[Collected data]
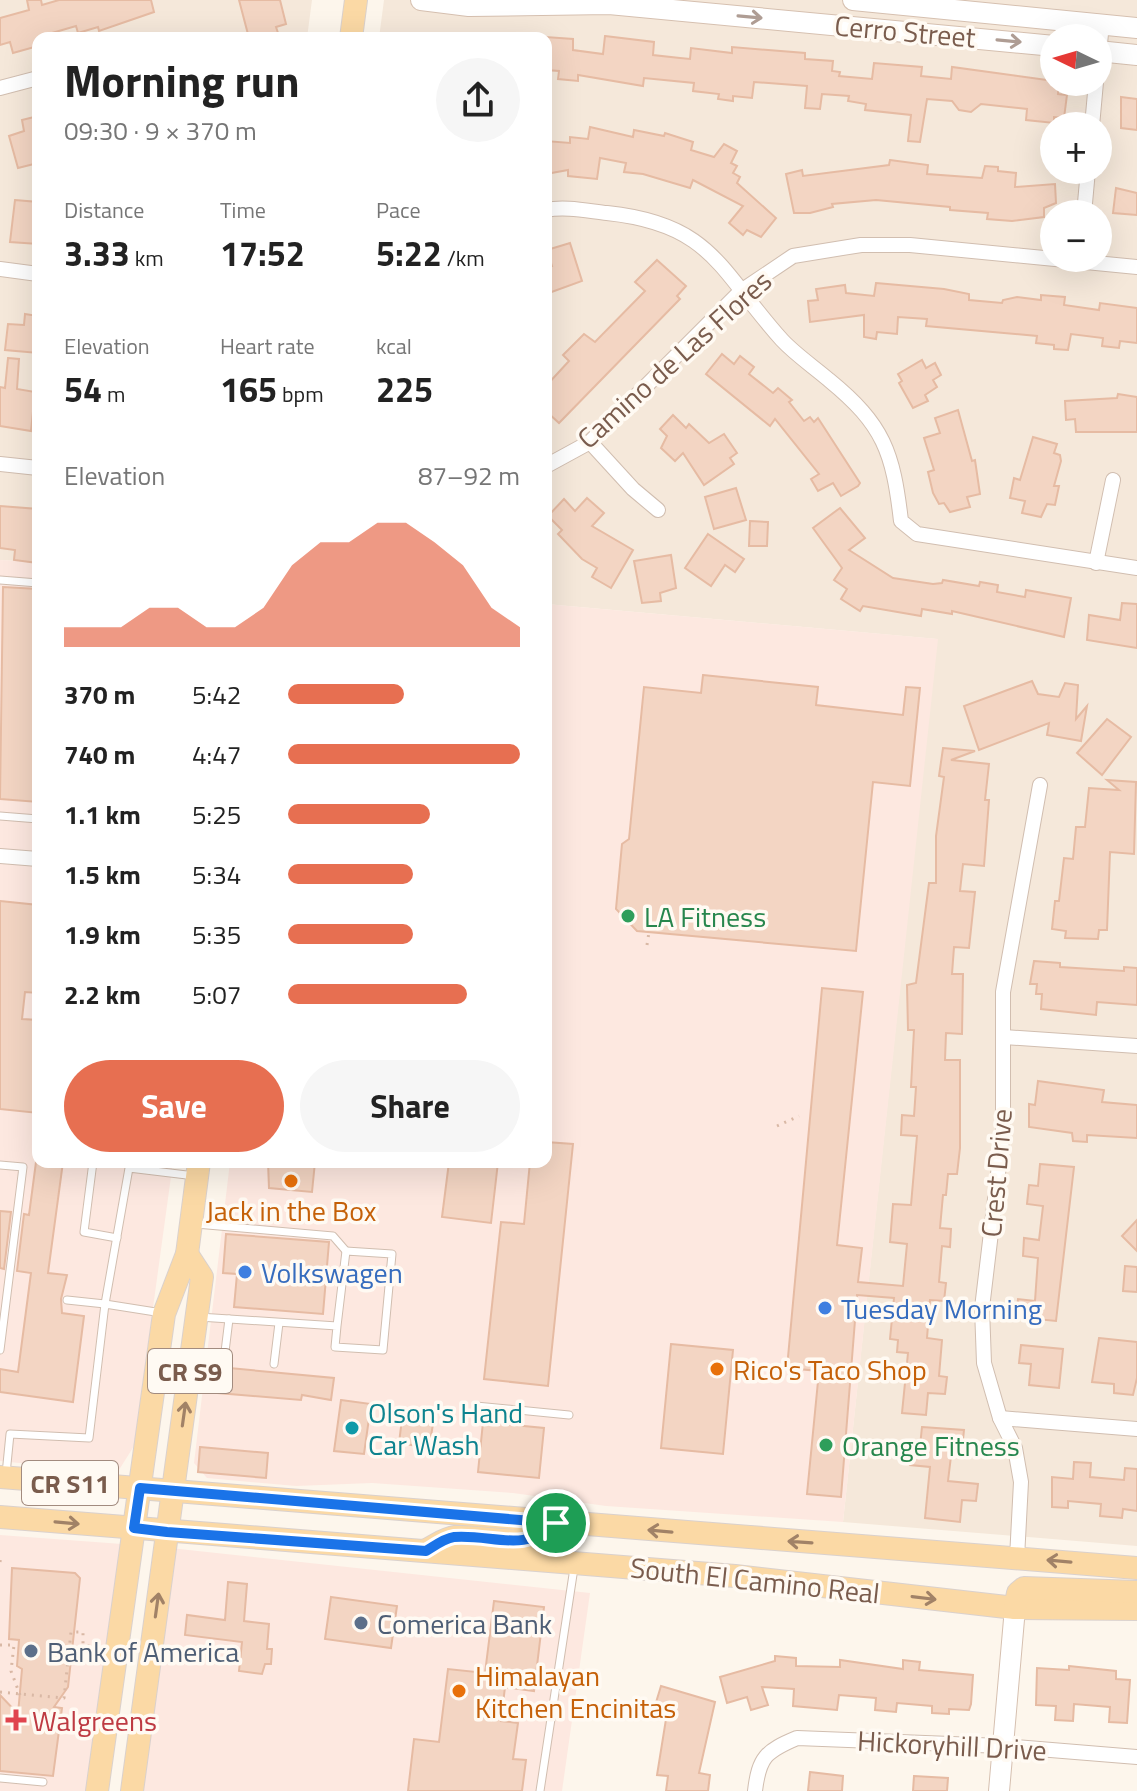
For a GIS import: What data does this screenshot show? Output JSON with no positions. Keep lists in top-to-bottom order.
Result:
{
  "streets": {
    "main road": ["CR S9", "CR S11", "South El Camino Real"],
    "street": [
      "Cerro Street",
      "Camino de Las Flores",
      "Crest Drive",
      "Hickoryhill Drive"
    ]
  },
  "crossings": [
    ["Crest Drive", "South El Camino Real"],
    ["CR S9", "CR S11"],
    ["CR S9", "South El Camino Real"],
    ["CR S11", "South El Camino Real"]
  ],
  "places": {
    "other": [
      "LA Fitness",
      "Jack in the Box",
      "Volkswagen",
      "Tuesday Morning",
      "Rico's Taco Shop",
      "Olson's Hand Car Wash",
      "Orange Fitness",
      "Comerica Bank",
      "Bank of America",
      "Himalayan Kitchen Encinitas"
    ],
    "health": ["Walgreens"]
  },
  "north": "left",
  "page": {
    "map_buttons": ["+", "−"],
    "heading": ["Morning run", "09:30 · 9 × 370 m"],
    "stats": [
      ["Distance", "3.33 km"],
      ["Time", "17:52"],
      ["Pace", "5:22 /km"],
      ["Elevation", "54 m"],
      ["Heart rate", "165 bpm"],
      ["kcal", "225"]
    ],
    "chart": ["Elevation", "87–92 m"],
    "list": [
      {
        "name": "370 m",
        "note": "5:42"
      },
      {
        "name": "740 m",
        "note": "4:47"
      },
      {
        "name": "1.1 km",
        "note": "5:25"
      },
      {
        "name": "1.5 km",
        "note": "5:34"
      },
      {
        "name": "1.9 km",
        "note": "5:35"
      },
      {
        "name": "2.2 km",
        "note": "5:07"
      }
    ],
    "buttons": ["Save", "Share"]
  }
}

**Exercise:** Write out the data above in full and exactly, but not the pictures.

**Exercise output:**
For a GIS import: What data does this screenshot show? Output JSON with no positions. Keep lists in top-to-bottom order.
Result:
{
  "streets": {
    "main road": ["CR S9", "CR S11", "South El Camino Real"],
    "street": [
      "Cerro Street",
      "Camino de Las Flores",
      "Crest Drive",
      "Hickoryhill Drive"
    ]
  },
  "crossings": [
    ["Crest Drive", "South El Camino Real"],
    ["CR S9", "CR S11"],
    ["CR S9", "South El Camino Real"],
    ["CR S11", "South El Camino Real"]
  ],
  "places": {
    "other": [
      "LA Fitness",
      "Jack in the Box",
      "Volkswagen",
      "Tuesday Morning",
      "Rico's Taco Shop",
      "Olson's Hand Car Wash",
      "Orange Fitness",
      "Comerica Bank",
      "Bank of America",
      "Himalayan Kitchen Encinitas"
    ],
    "health": ["Walgreens"]
  },
  "north": "left",
  "page": {
    "map_buttons": ["+", "−"],
    "heading": ["Morning run", "09:30 · 9 × 370 m"],
    "stats": [
      ["Distance", "3.33 km"],
      ["Time", "17:52"],
      ["Pace", "5:22 /km"],
      ["Elevation", "54 m"],
      ["Heart rate", "165 bpm"],
      ["kcal", "225"]
    ],
    "chart": ["Elevation", "87–92 m"],
    "list": [
      {
        "name": "370 m",
        "note": "5:42"
      },
      {
        "name": "740 m",
        "note": "4:47"
      },
      {
        "name": "1.1 km",
        "note": "5:25"
      },
      {
        "name": "1.5 km",
        "note": "5:34"
      },
      {
        "name": "1.9 km",
        "note": "5:35"
      },
      {
        "name": "2.2 km",
        "note": "5:07"
      }
    ],
    "buttons": ["Save", "Share"]
  }
}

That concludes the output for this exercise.